*Aim of the task*.
When you find the word "建国西路" in a line of the entries, please copy the whole line.

*Information supplied*.
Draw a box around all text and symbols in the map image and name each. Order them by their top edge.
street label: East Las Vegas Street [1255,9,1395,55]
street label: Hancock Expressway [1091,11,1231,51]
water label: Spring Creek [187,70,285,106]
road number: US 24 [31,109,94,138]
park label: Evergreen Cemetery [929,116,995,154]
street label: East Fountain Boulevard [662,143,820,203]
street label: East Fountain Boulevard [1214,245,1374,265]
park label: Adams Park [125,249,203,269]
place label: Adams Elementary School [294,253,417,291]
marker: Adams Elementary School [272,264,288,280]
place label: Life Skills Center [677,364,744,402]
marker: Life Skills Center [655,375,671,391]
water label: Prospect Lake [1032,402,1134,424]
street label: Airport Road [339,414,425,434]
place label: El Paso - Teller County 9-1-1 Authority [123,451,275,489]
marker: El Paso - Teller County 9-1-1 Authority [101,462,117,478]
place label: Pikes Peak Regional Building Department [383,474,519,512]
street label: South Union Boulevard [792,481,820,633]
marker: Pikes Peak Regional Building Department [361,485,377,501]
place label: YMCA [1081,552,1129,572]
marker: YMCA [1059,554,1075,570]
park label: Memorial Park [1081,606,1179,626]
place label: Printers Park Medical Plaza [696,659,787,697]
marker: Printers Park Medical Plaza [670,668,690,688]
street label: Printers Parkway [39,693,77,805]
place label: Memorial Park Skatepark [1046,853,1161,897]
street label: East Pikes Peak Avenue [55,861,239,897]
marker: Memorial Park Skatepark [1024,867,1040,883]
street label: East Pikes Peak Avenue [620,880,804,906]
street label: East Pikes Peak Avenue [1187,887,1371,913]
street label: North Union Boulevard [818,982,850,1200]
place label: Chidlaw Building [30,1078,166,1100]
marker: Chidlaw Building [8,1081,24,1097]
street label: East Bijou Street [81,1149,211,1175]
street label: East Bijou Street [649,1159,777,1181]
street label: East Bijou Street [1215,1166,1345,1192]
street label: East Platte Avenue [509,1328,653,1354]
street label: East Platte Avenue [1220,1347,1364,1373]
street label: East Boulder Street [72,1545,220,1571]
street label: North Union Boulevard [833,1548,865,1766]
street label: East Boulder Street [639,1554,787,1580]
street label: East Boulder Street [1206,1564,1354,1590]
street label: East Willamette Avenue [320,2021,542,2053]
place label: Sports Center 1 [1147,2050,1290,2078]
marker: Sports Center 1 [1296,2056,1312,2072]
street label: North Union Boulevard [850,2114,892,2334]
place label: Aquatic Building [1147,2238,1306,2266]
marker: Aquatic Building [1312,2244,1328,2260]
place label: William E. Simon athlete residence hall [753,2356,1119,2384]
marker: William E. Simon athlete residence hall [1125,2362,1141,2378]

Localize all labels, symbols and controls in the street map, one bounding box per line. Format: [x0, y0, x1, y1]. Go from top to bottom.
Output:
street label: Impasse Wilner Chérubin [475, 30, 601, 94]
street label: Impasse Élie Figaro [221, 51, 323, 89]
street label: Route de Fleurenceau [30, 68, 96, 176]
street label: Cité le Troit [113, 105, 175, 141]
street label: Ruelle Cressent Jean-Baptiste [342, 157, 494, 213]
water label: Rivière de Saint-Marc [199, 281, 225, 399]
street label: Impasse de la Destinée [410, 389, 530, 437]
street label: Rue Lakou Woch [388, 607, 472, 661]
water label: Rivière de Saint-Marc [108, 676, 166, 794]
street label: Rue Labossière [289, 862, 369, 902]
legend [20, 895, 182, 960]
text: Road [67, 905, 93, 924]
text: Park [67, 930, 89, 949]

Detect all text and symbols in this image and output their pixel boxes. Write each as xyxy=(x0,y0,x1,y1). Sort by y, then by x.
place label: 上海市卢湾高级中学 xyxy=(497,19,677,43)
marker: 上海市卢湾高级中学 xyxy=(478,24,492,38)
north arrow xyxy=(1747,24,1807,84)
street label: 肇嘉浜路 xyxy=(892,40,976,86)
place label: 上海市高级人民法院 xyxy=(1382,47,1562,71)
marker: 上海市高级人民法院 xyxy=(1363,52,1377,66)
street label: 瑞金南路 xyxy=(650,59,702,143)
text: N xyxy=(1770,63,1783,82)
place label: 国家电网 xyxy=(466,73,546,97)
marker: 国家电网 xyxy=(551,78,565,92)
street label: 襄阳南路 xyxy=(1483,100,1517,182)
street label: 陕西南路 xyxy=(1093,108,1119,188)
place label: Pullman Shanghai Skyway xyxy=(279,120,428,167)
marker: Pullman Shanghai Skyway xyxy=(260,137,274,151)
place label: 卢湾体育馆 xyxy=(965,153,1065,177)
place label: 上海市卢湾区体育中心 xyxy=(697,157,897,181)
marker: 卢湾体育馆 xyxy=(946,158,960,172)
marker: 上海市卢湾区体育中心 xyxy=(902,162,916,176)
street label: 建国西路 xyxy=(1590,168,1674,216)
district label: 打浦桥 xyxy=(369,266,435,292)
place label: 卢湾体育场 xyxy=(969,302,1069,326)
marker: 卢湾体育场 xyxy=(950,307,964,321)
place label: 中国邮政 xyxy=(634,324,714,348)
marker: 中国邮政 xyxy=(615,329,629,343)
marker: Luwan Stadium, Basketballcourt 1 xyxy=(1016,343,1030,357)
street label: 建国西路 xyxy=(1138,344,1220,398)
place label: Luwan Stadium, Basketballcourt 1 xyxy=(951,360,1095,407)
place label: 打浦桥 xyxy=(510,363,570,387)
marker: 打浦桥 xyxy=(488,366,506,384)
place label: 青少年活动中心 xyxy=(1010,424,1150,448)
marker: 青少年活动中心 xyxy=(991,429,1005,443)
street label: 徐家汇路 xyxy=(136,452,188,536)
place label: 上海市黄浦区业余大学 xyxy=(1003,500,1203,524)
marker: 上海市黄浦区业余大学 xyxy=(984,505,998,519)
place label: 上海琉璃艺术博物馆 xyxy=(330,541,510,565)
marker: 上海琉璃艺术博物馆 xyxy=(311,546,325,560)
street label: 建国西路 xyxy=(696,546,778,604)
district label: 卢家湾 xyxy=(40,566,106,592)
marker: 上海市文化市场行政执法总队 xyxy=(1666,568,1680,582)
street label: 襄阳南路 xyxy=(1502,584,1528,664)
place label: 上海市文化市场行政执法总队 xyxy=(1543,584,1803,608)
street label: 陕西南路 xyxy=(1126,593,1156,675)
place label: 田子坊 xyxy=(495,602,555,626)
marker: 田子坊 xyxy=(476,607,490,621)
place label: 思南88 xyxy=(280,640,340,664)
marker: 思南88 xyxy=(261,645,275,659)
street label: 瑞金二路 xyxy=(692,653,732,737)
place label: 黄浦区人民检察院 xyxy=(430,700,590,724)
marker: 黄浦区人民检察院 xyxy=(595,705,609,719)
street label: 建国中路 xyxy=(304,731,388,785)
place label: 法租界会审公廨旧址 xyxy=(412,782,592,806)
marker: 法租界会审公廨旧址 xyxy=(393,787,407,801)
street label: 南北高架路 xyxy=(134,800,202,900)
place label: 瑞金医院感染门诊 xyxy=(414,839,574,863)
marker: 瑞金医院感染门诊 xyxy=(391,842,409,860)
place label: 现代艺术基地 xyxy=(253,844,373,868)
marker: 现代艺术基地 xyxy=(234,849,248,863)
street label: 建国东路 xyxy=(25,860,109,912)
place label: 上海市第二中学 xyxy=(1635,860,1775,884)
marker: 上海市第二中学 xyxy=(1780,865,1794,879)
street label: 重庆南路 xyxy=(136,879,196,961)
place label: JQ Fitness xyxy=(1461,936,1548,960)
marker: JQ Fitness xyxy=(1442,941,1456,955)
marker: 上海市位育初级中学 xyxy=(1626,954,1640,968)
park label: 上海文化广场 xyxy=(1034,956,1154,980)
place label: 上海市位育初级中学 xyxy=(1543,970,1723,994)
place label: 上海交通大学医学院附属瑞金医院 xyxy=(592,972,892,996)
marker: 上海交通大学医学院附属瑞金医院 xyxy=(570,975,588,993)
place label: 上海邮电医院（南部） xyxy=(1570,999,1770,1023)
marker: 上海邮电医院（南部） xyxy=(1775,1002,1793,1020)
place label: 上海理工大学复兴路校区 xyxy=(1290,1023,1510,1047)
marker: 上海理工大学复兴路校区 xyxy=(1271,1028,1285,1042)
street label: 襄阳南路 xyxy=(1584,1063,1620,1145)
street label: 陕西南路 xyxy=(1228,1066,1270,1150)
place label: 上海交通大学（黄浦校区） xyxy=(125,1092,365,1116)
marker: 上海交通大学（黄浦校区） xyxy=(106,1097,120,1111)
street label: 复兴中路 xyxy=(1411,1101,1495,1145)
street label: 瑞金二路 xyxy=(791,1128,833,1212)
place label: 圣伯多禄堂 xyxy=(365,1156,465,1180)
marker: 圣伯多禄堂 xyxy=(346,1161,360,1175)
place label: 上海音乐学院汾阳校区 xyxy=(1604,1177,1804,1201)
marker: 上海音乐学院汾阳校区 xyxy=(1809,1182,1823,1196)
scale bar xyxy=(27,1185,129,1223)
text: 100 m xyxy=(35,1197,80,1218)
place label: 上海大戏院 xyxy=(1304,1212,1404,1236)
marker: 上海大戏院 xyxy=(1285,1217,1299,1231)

*Exercise response*.
street label: 建国西路 xyxy=(1590,168,1674,216)
street label: 建国西路 xyxy=(1138,344,1220,398)
street label: 建国西路 xyxy=(696,546,778,604)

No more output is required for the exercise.